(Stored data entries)
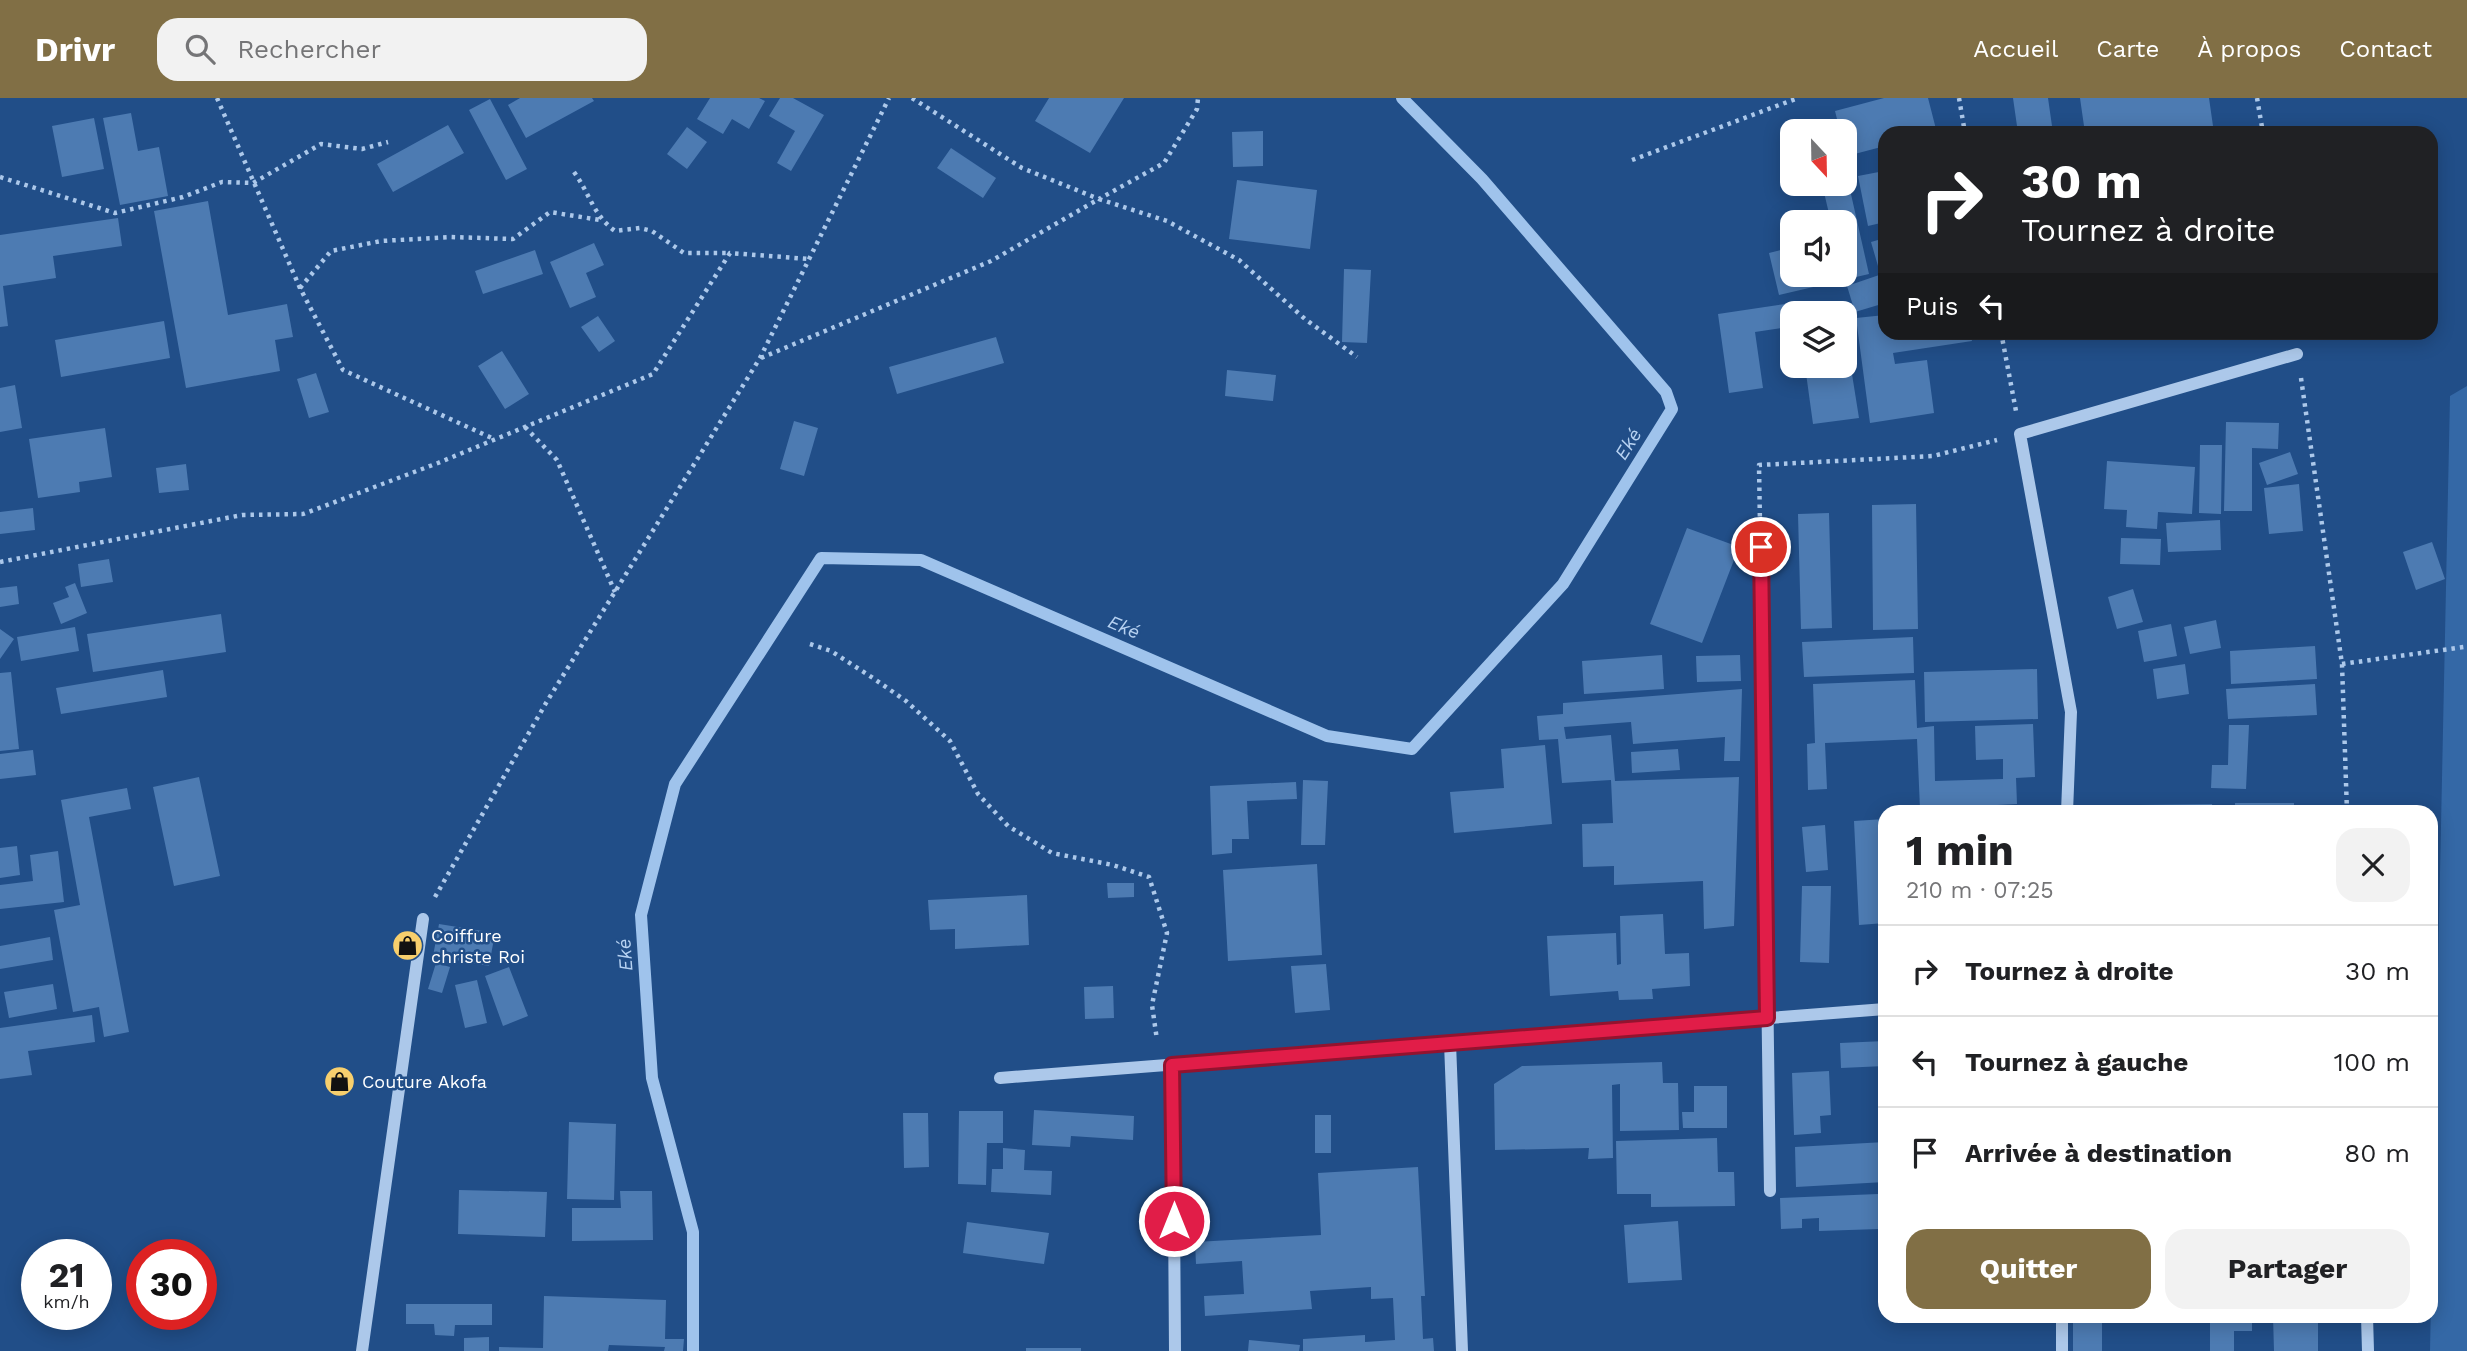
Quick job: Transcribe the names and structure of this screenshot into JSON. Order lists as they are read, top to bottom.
{
  "water": ["Eké"],
  "places": {
    "shop": ["Coiffure christe Roi", "Couture Akofa"]
  },
  "north": "bottom",
  "page": {
    "header": "Drivr",
    "search": "Rechercher",
    "nav": [
      "Accueil",
      "Carte",
      "À propos",
      "Contact"
    ],
    "turn": ["30 m", "Tournez à droite"],
    "then": "Puis",
    "heading": ["1 min", "210 m · 07:25"],
    "list": [
      {
        "name": "Tournez à droite",
        "value": "30 m"
      },
      {
        "name": "Tournez à gauche",
        "value": "100 m"
      },
      {
        "name": "Arrivée à destination",
        "value": "80 m"
      }
    ],
    "buttons": ["Quitter", "Partager"],
    "speed": "21 km/h",
    "limit": "30"
  }
}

(Assignment): Extract all the entries word for word; omit any pictures.

(Exercise answer):
Quick job: Transcribe the names and structure of this screenshot into JSON. Order lists as they are read, top to bottom.
{
  "water": ["Eké"],
  "places": {
    "shop": ["Coiffure christe Roi", "Couture Akofa"]
  },
  "north": "bottom",
  "page": {
    "header": "Drivr",
    "search": "Rechercher",
    "nav": [
      "Accueil",
      "Carte",
      "À propos",
      "Contact"
    ],
    "turn": ["30 m", "Tournez à droite"],
    "then": "Puis",
    "heading": ["1 min", "210 m · 07:25"],
    "list": [
      {
        "name": "Tournez à droite",
        "value": "30 m"
      },
      {
        "name": "Tournez à gauche",
        "value": "100 m"
      },
      {
        "name": "Arrivée à destination",
        "value": "80 m"
      }
    ],
    "buttons": ["Quitter", "Partager"],
    "speed": "21 km/h",
    "limit": "30"
  }
}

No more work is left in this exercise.